Audience members asked a number of questions after about two hours of information given by Stull and Petersen.
▪ A woman asked what arguments can be used to reach politicians.
“What you people have going for you is numbers,” Petersen said. “… You gotta put fear in them that they might lose the next election.”
▪ What does a large plant do to highway traffic?
“You will see a tremendous increase of truck traffic,” Stull said. Trucks will have to move to and from the hundreds of chicken houses and the packing plant, he said.
Tyson spokesman Worth Sparkman said there will be some increase in traffic.
“We work with the state transportation department to work on routes that use preexisiting infrastructure,” he said.
▪ How will Tyson dispose of the waste?
“Chicken litter will be spread onto farm fields as fertilizer,” Stull said, explaining it will smell. “If you haven’t smelled chicken litter … it’s a whole lot worse than cows.”
He said the litter could create run-off problems from fields into rivers and ground water.
“Tyson just agreed to pay a $2 million settlement to Missouri for river pollution,” he said.
Sparkman said when farmers grow a flock of chickens, the litter becomes theirs. They might use it for their crops or sell it to other farmers, he said.
“It’s an organic fertilizer,” he said. “It really has a pretty high value.”
▪ What will happen to waste water?
“A packing plant will require an upgrade to existing facilities or the building of a new one,” Stull said. “Tyson won’t go to some place that doesn’t have financial support (to give them).”
But Sparkman said those funds will come from Tyson.
“We always either pre-treat our waste water before it goes to the city for further treatment, then it goes back into whatever system that area has,” he said. “Or if the city does not have the capacity to deal with our water, we’ll build our own waste water treatment and treat it ourselves.
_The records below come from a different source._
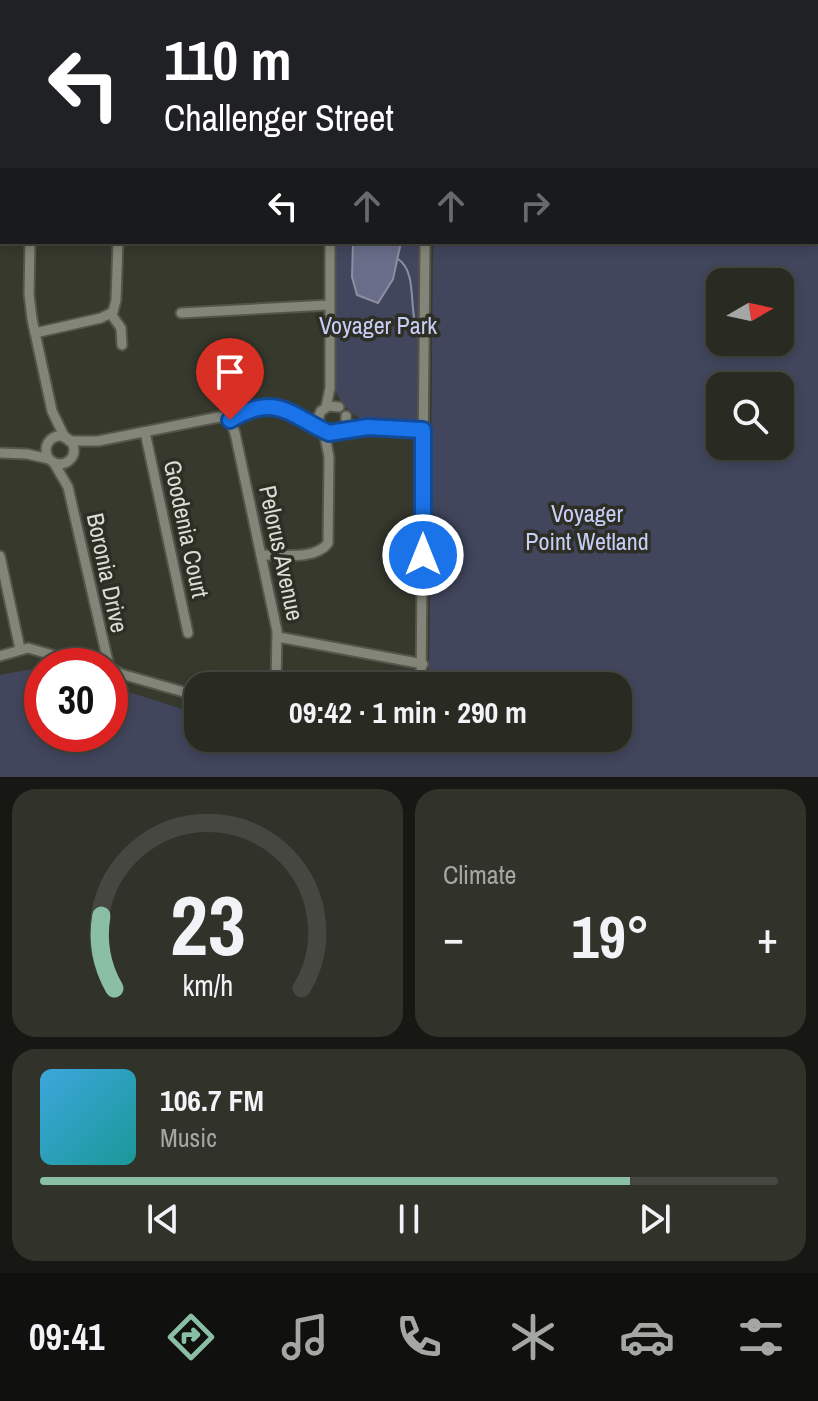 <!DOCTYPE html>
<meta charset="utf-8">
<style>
body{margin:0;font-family:"Archivo Narrow",sans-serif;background:#31332a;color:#f1f3f6;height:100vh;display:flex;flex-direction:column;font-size:30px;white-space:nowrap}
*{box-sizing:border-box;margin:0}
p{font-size:26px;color:#a5a7a5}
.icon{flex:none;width:44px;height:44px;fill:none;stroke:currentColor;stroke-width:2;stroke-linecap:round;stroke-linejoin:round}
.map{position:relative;height:777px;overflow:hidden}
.details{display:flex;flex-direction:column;gap:12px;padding:12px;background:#171813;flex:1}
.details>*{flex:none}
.top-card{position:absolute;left:0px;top:0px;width:818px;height:244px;box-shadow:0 4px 12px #0003,0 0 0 2px #454740;background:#202124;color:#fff;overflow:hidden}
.needle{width:52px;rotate:81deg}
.fabs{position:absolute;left:706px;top:268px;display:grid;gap:16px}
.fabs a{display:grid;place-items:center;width:88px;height:88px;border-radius:16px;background:#292b22;box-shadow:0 4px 12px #0003,0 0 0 2px #454740;font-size:40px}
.speed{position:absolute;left:24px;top:648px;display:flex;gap:16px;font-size:40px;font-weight:700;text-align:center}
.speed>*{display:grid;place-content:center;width:104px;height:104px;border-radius:50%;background:#292b22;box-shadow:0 4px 12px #0003,0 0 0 2px #454740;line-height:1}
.speed .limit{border:12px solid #d22;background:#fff;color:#111}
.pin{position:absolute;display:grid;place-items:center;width:68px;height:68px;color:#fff;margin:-82px -34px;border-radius:50% 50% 50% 0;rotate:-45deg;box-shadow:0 0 8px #0007}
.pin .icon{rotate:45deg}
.me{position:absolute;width:88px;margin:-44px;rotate:0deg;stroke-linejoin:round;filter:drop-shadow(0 0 6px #0008)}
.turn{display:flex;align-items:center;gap:28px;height:168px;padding:0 32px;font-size:36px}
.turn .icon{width:104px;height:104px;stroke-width:2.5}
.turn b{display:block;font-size:56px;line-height:68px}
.lanes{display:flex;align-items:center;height:76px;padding:0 32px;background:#0003;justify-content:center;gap:40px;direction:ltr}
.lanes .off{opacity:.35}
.big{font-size:60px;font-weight:800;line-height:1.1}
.details .tile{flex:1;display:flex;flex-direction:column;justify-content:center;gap:12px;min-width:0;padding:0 28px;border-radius:24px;background:#31332a}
.details .dial{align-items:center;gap:0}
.dial svg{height:208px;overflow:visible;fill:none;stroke:#454740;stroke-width:7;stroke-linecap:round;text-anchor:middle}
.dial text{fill:#f1f3f6;stroke:none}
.song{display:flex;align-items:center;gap:24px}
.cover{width:96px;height:96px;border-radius:12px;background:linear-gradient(135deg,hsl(200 70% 55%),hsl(180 70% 35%))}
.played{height:8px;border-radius:4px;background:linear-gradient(90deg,#8abfa5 80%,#454740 80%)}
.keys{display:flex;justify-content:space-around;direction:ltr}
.heat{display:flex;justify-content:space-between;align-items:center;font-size:44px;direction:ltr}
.details .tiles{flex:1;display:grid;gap:12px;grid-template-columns:1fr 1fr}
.tile:last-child{grid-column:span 2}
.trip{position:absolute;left:184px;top:672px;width:448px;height:80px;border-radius:24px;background:#292b22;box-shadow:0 4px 12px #0003,0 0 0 2px #454740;font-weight:800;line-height:80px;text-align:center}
.menu{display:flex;height:128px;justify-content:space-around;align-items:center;background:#10110e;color:#a5a7a5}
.menu .icon{width:56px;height:56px}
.menu .current{color:#8abfa5}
.menu b{font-size:36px;color:#f1f3f6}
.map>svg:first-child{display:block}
.green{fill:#42465d;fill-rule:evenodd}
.water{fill:#696d89;stroke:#8c8fa0;stroke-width:2}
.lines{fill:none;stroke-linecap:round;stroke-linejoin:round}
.stream{stroke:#8c8fa0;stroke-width:2}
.street-casing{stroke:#54554b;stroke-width:13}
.secondary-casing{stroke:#54554b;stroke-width:16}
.street{stroke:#838578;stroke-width:9}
.secondary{stroke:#838578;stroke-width:12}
.route-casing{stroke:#114b97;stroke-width:20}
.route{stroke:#1a73e8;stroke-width:14}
.labels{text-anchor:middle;stroke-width:7;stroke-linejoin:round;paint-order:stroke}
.park-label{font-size:24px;fill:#c7cef8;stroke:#2d2e24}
.street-label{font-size:24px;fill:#dcddd6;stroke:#2d2e24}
</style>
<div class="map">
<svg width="818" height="777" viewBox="0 0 818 777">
<rect width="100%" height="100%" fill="#37392d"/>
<g class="green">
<path d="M532 0H818V777H0V675L42 667V734H110V686L198 714V738H618V686H429L433 242H816V2ZM780 282V342H720V282ZM720 386H780V446H720Z"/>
<path d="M334 242H422L421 412 414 426C378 424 351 426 335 390Z"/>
</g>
<polygon class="water" points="353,242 401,242 393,279 378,303 357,295 352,277"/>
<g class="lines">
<path class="stream" d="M398 259C417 272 409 305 416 326"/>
<g class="street-casing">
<g id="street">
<polyline points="294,0 295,2"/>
<polyline points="426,0 426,2"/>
<polyline points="64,2 65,0"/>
<polyline points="179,2 180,0"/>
<polyline points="0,79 2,79"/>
<polyline points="0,195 2,195"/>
<polyline points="30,242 29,294 32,319 52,411 65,438"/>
<polyline points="181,313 329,305"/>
<polyline points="111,314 121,328 122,345"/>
<polyline points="35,333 101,318 113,312 116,300 118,242"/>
<polyline points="326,407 330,388 330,242"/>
<path d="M339 407 329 406 321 411C316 421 319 429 329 433 341 434 347 427 346 416"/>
<path d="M230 420C268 397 284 409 320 427"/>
<polyline points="342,429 368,427 423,430"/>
<polyline points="145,432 188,633"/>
<circle cx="60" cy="450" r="14"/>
<polyline points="69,441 98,441 219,417 230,420 235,433 277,631 276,686"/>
<polyline points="0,453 27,454 49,459"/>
<polyline points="54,463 68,487 109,666"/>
<path d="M261 555C281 554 315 561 328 543L329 457 324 431"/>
<polyline points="0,556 20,649"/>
<polyline points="278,637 423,664"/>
<polyline points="0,656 28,648 84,664 105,659"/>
<polyline points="110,668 121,674 198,696"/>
<polyline points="421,686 425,242"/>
</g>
</g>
<g class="secondary-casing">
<polyline id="secondary" points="0,141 2,141"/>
</g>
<use href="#street" class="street"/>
<use href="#secondary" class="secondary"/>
</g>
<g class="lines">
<g class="route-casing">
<path id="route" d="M230 420C276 392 290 415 329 433L368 427 423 430V555"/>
</g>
<use href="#route" class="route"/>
</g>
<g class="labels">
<g class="park-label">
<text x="378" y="334">Voyager Park</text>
<text x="587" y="522">Voyager<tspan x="587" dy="28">Point Wetland</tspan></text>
</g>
<g class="street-label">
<text transform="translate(186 529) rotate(78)" y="8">Goodenia Court</text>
<text transform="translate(281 553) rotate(78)" y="8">Pelorus Avenue</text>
<text transform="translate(107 573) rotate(78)" y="8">Boronia Drive</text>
</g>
</g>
</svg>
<div class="fabs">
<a><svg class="needle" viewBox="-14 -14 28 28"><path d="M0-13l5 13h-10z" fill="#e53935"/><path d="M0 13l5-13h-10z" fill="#a5a7a5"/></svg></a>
<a><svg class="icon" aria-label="search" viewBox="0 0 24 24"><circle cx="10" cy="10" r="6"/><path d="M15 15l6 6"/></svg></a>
</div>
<div class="speed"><div class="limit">30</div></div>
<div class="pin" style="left:230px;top:420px;background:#d93025"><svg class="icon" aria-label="arrive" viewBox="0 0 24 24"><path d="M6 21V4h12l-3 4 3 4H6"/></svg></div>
<svg class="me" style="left:423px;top:555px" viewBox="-20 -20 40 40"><circle r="17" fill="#1a73e8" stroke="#fff" stroke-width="3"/><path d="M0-11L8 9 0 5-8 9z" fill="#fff"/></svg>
<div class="trip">09:42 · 1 min · 290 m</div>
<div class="top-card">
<div class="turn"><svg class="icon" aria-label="left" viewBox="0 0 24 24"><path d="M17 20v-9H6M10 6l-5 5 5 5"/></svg><div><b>110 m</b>Challenger Street</div></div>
<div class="lanes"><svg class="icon" aria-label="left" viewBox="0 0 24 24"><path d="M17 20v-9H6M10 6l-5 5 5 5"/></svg><svg class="icon off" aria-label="ahead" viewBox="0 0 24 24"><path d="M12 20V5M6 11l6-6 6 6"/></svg><svg class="icon off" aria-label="ahead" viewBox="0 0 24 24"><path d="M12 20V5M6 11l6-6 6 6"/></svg><svg class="icon off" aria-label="right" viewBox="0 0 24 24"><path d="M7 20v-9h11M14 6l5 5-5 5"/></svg></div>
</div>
</div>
<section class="details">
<div class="tiles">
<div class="tile dial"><svg viewBox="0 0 100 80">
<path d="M14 69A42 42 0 1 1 86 69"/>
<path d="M14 69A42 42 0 0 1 9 41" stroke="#8abfa5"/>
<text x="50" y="56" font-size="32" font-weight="700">23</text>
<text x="50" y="72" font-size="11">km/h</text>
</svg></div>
<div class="tile"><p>Climate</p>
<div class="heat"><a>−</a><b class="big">19°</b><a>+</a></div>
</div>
<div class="tile">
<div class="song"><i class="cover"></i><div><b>106.7 FM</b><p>Music</p></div></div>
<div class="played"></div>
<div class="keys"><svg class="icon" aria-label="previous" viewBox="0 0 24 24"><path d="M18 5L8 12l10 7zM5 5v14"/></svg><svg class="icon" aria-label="pause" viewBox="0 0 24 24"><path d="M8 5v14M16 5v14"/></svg><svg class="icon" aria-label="next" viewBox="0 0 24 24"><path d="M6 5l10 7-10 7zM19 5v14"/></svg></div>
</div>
</div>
</section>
<nav class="menu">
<b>09:41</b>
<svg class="icon current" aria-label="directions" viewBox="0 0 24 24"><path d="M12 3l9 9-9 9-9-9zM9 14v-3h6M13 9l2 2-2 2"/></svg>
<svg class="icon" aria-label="music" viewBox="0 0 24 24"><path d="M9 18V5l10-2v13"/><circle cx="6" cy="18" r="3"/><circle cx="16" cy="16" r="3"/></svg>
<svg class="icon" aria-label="phone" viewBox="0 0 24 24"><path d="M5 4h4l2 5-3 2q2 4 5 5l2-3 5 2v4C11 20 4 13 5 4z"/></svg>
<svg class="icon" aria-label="climate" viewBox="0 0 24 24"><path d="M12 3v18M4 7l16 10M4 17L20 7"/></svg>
<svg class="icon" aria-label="car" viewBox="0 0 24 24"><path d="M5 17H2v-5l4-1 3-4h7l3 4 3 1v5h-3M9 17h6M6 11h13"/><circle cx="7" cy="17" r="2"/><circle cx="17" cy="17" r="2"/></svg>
<svg class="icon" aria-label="filters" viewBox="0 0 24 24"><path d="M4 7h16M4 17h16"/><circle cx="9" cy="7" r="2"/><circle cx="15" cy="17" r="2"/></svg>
</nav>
It’s managed at the same level of municipalities around the U.S.”
He said Tyson must obtain permits to discharge water, so they work hand in hand with the local municipalities and are in compliance with local, state and federal regulations.
Asked if Tyson will pay for any new facilities if needed, Sparkman said, “We’ll pay for our own treatment or our own pretreatment, yes. That will be part of the project depending on the location.”
The Greater Wichita Partnership said they are planning multiple opportunities for public input to the potential Tyson plant.
“The information gathered during this due diligence phase will help the Sedgwick County Commission, and the community, see if the advantages of Sedgwick County align with the Tyson Foods opportunity,” Jaimie Garnett, Executive Vice President said in a news release Friday.